» **Supplied entries**
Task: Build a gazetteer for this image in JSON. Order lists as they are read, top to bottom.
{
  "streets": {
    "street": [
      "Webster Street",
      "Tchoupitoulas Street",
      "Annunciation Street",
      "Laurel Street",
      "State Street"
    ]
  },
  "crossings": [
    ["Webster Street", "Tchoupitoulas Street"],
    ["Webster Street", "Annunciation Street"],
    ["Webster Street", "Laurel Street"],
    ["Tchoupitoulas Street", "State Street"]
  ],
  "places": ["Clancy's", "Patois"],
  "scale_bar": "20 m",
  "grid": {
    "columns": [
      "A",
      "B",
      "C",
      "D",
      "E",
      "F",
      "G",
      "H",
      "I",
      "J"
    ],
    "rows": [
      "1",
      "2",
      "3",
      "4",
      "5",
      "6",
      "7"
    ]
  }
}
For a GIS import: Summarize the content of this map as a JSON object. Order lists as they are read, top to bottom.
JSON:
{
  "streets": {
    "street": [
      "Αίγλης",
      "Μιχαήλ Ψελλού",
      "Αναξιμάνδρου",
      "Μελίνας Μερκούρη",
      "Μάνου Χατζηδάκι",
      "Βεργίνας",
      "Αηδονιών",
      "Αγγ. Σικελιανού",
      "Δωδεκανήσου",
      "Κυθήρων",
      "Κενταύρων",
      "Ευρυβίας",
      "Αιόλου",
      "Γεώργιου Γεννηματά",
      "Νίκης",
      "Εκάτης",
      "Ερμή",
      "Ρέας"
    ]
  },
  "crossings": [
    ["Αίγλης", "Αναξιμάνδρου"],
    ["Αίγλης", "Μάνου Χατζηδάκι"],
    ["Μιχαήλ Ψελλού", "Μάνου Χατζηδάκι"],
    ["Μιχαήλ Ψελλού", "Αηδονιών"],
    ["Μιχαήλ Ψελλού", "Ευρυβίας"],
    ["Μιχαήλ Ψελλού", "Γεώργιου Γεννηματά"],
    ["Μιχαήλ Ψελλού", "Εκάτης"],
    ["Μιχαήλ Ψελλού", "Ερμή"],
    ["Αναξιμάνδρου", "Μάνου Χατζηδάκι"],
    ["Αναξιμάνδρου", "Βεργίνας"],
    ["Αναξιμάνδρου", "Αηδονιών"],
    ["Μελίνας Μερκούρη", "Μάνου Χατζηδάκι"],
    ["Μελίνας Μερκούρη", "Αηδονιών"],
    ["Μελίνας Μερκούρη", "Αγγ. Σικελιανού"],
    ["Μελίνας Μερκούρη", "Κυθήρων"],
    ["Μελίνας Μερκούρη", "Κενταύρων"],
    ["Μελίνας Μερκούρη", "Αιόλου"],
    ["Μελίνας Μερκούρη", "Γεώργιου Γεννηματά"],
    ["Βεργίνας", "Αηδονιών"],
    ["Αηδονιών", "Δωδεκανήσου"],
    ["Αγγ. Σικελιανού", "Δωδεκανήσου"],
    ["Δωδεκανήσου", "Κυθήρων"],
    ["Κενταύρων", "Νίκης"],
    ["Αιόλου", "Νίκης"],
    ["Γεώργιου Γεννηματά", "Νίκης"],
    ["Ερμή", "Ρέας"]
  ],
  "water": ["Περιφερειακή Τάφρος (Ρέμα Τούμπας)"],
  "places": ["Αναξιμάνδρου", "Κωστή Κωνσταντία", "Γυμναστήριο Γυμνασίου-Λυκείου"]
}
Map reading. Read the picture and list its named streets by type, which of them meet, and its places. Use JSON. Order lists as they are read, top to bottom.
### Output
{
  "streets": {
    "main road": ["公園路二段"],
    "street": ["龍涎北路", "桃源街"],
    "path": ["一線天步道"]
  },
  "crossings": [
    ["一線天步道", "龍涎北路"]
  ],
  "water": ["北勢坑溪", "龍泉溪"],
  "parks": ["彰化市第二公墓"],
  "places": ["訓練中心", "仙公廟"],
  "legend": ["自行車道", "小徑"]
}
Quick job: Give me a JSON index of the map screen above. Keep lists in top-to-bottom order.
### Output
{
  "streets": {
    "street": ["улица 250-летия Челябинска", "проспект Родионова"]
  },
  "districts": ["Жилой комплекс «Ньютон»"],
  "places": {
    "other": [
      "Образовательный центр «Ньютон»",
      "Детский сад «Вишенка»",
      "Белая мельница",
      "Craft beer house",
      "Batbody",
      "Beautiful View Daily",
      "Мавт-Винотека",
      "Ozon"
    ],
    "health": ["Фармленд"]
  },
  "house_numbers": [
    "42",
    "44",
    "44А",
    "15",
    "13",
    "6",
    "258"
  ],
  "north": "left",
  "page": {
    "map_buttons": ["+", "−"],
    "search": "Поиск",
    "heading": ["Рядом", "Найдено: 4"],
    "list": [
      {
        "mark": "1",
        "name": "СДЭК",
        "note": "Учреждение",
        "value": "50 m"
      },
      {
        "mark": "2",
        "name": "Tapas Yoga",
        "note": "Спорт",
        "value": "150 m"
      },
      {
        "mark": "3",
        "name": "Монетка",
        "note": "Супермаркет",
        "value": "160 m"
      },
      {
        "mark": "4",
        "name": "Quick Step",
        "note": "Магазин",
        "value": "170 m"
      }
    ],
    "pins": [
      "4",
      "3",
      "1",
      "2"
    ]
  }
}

» **Requirement**
State only the number of lines above that contain the word "Βεργίνας".

» **Answer box**
3